SebastianZ: Reporter of the issue related to this is one of the Firebug contributors

SebastianZ: Wrt animations, good idea to allow users to get some control over the animations

SebastianZ: Presented solutions are not necessarily exclusive

SebastianZ: One thing I was missing in the presentation was the idea of having a param for the url() functions to control it

SebastianZ: e.g. to extract one frame from the image

lea: Mdia fragments are about getting a subresource

lea: extracting one frame might be seen as that, but playback control isn't

lea: Also, media frags isn't under charter atm...

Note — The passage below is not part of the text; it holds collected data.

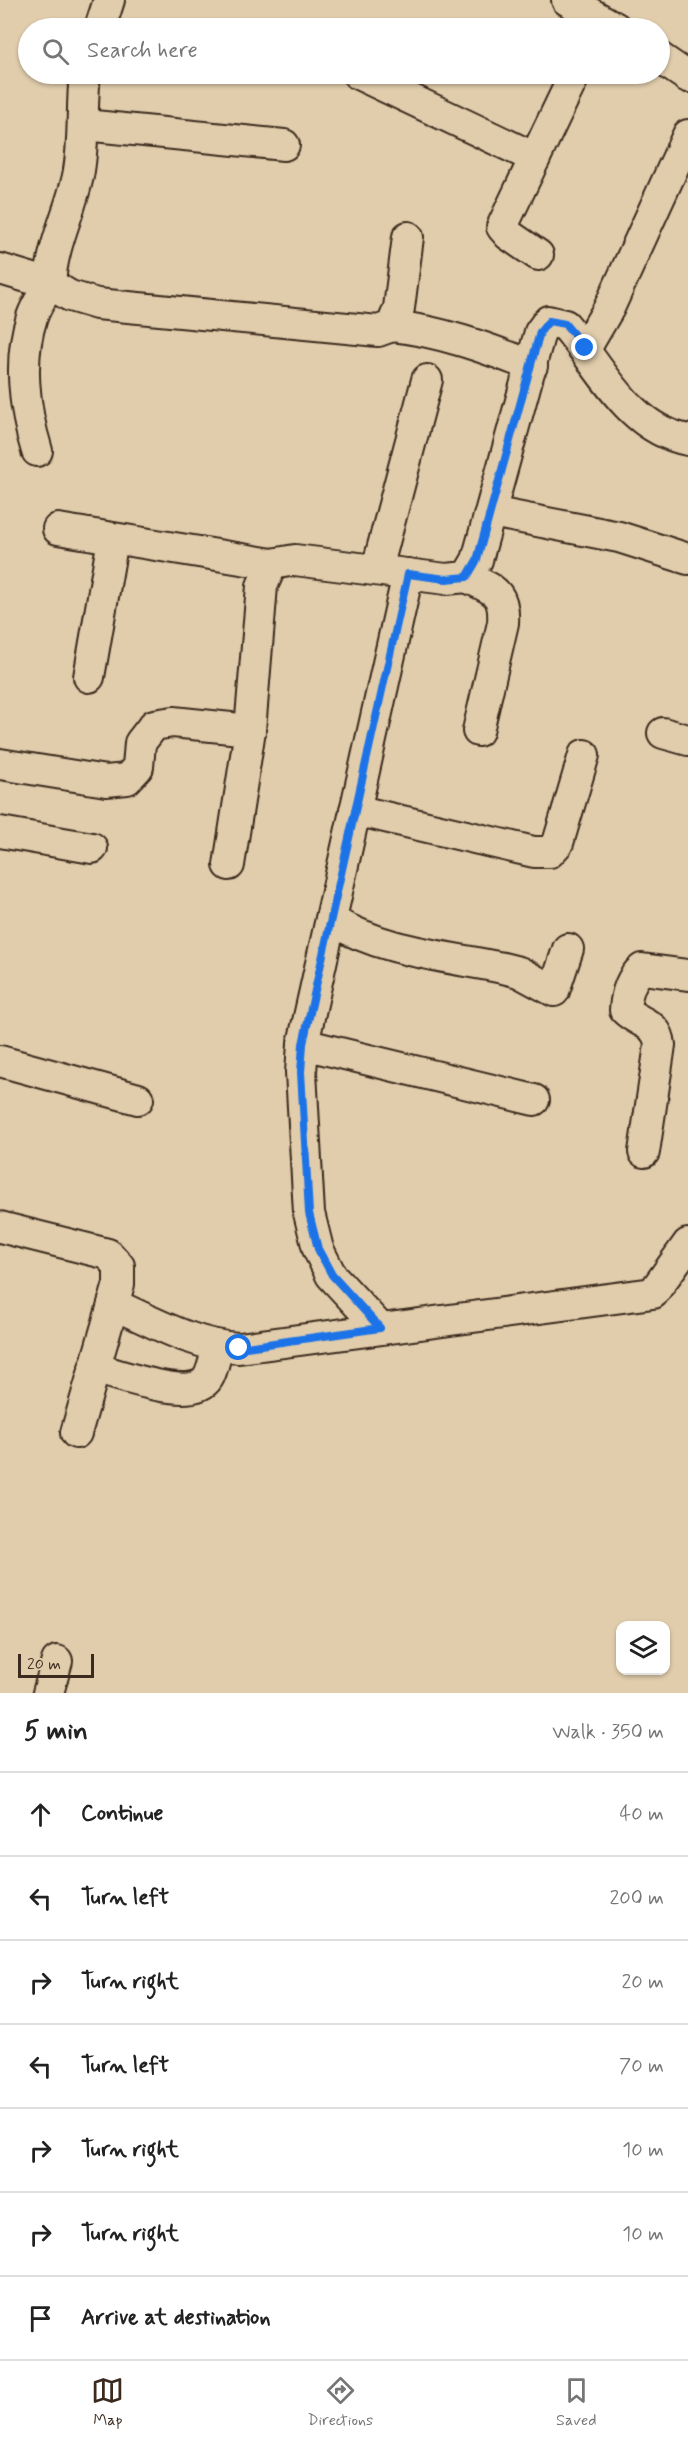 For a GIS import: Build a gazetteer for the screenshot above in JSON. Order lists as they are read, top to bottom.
{
  "scale_bar": "20 m",
  "page": {
    "search": "Search here",
    "scale": "20 m",
    "heading": ["5 min", "Walk · 350 m"],
    "list": [
      ["Continue", "40 m"],
      ["Turn left", "200 m"],
      ["Turn right", "20 m"],
      ["Turn left", "70 m"],
      ["Turn right", "10 m"],
      ["Turn right", "10 m"],
      "Arrive at destination"
    ],
    "nav": ["Map", "Directions", "Saved"]
  }
} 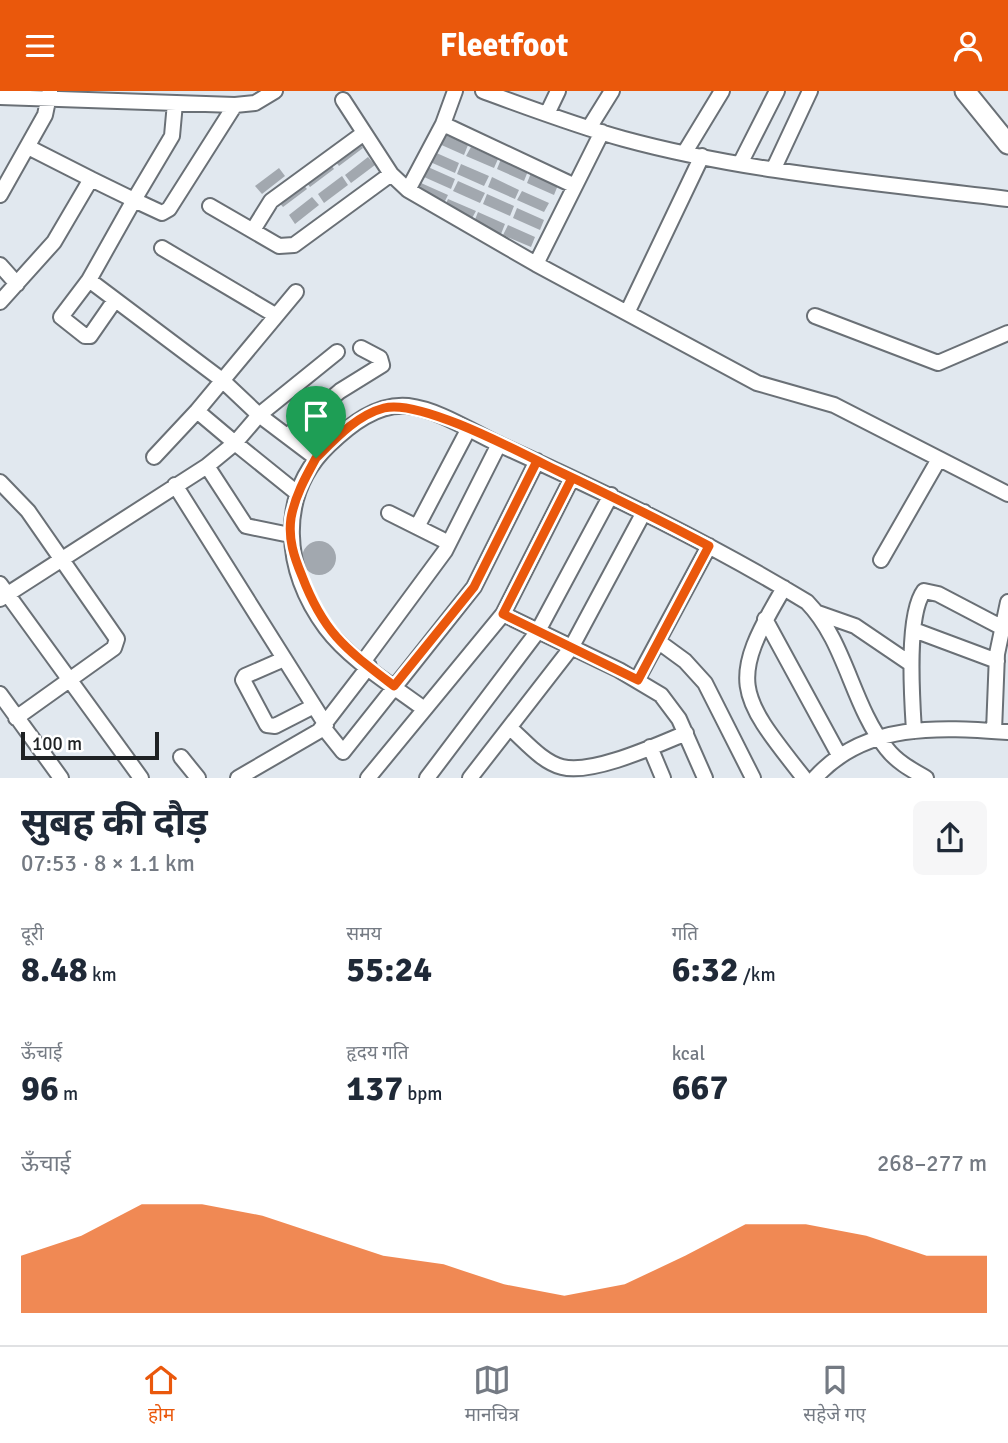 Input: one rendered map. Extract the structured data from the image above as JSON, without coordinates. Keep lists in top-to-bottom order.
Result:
{
  "scale_bar": "100 m",
  "page": {
    "header": "Fleetfoot",
    "scale": "100 m",
    "heading": ["सुबह की दौड़", "07:53 · 8 × 1.1 km"],
    "stats": [
      ["दूरी", "8.48 km"],
      ["समय", "55:24"],
      ["गति", "6:32 /km"],
      ["ऊँचाई", "96 m"],
      ["हृदय गति", "137 bpm"],
      ["kcal", "667"]
    ],
    "chart": ["ऊँचाई", "268–277 m"],
    "tabs": ["होम", "मानचित्र", "सहेजे गए"]
  }
} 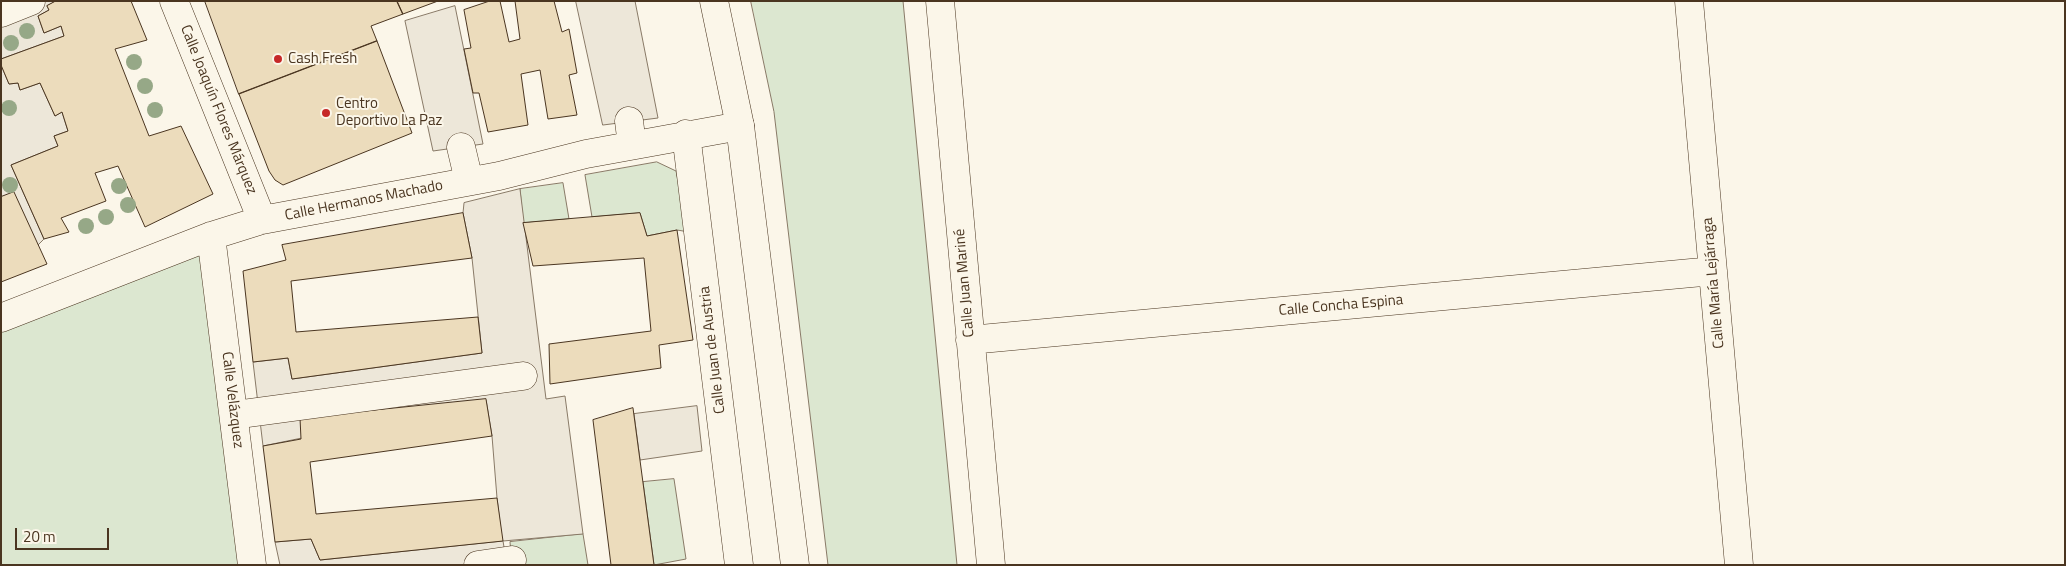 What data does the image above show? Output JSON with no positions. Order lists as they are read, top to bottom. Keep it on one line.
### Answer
{"streets":{"street":["Calle Joaquín Flores Márquez","Calle Hermanos Machado","Calle Juan Mariné","Calle María Lejárraga","Calle Concha Espina","Calle Juan de Austria","Calle Velázquez"]},"crossings":[["Calle Joaquín Flores Márquez","Calle Hermanos Machado"],["Calle Hermanos Machado","Calle Juan de Austria"],["Calle Hermanos Machado","Calle Velázquez"],["Calle Juan Mariné","Calle Concha Espina"],["Calle María Lejárraga","Calle Concha Espina"]],"places":["Cash Fresh","Centro Deportivo La Paz"],"scale_bar":"20 m"} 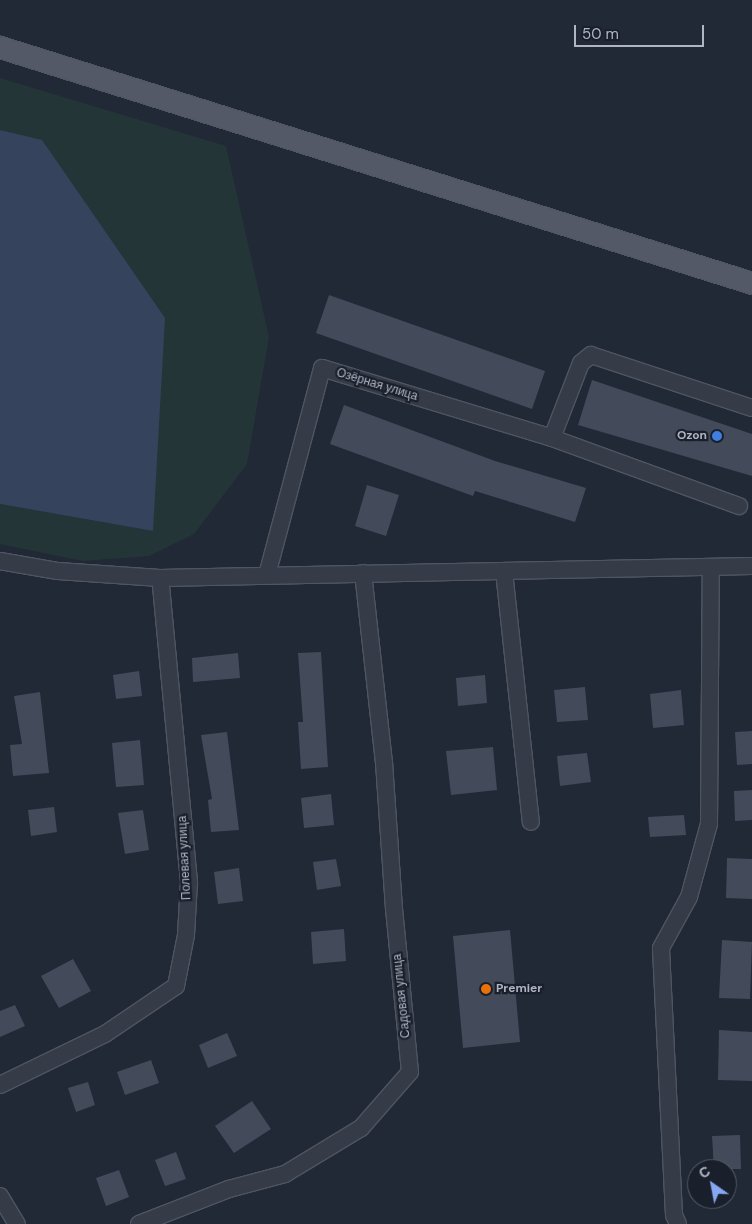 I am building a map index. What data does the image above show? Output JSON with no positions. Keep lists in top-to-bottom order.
{
  "streets": {
    "street": ["Озёрная улица", "Полевая улица", "Садовая улица"]
  },
  "places": ["Ozon", "Premier"],
  "scale_bar": "50 m",
  "north": "top left"
} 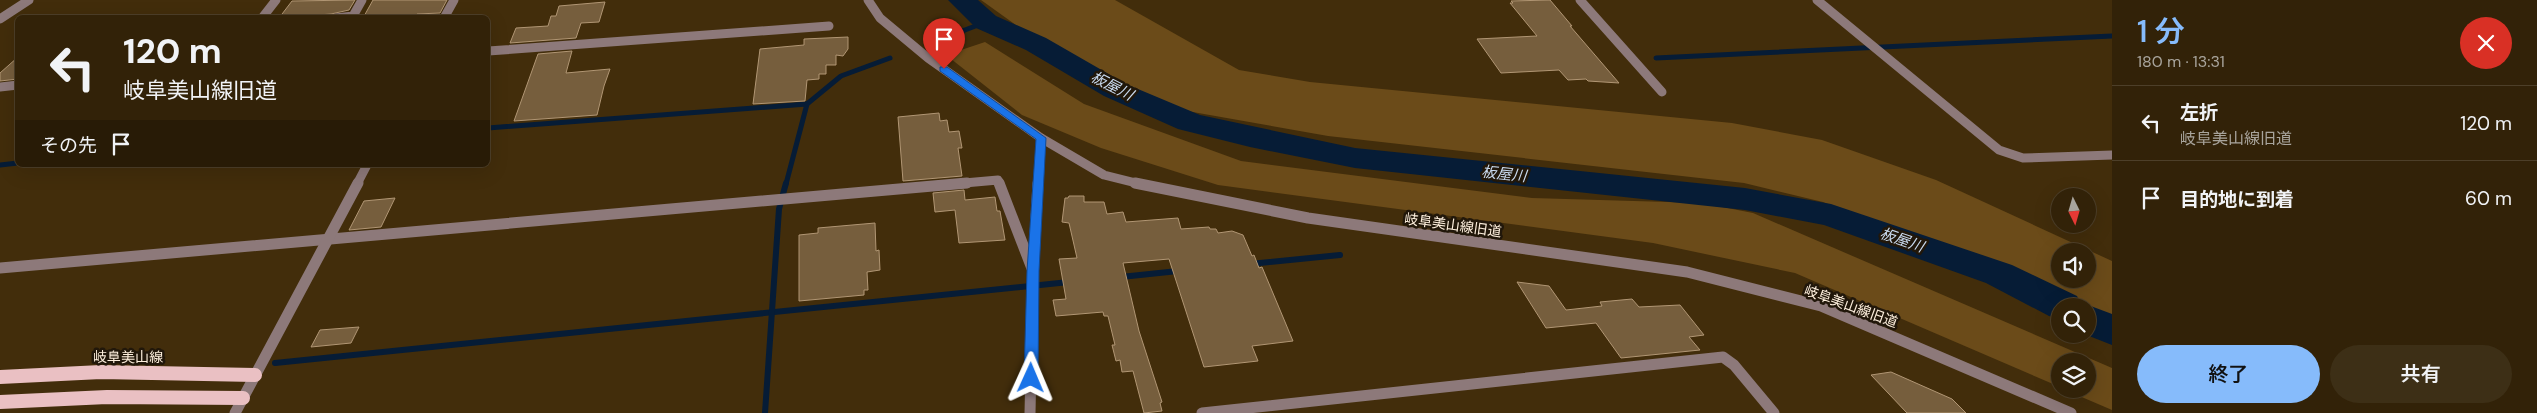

emilio: I see a lot less problems with the video approach

emilio: Making that apply to the CSS images is a bit more complicated

emilio: wrt pseudos, e.g. adding ::overlay would be OK if you only do for HTML images, not CSS images

emilio: ...

florian: In theory youc could have longhands for image-animation, but I think it woudl be rare to want to animate e.g. border but not background

emilio: Some precedent for having a property affect both content and style images

emilio: pseudo-element stuffs eems too limited to me

emilio: Controlling email animations would be helpful maybe

florian: the parts we're reasonably confident about are image-animation and <vedo>

florian: everything else, all of them can sort-of solve it, but different tradeoffs

florian: I like tihs one is the easiest

florian: but from layering, maybe it's the worst and other thing is better -- but then not responding ot MQ

florian: full of tradeoffs for the rest, unsure

[missed]

lea: one question is do we design this very simple image-animation property, or do we find some way to hook into CSS animations and make use of all the elaborate playback controls we have for them?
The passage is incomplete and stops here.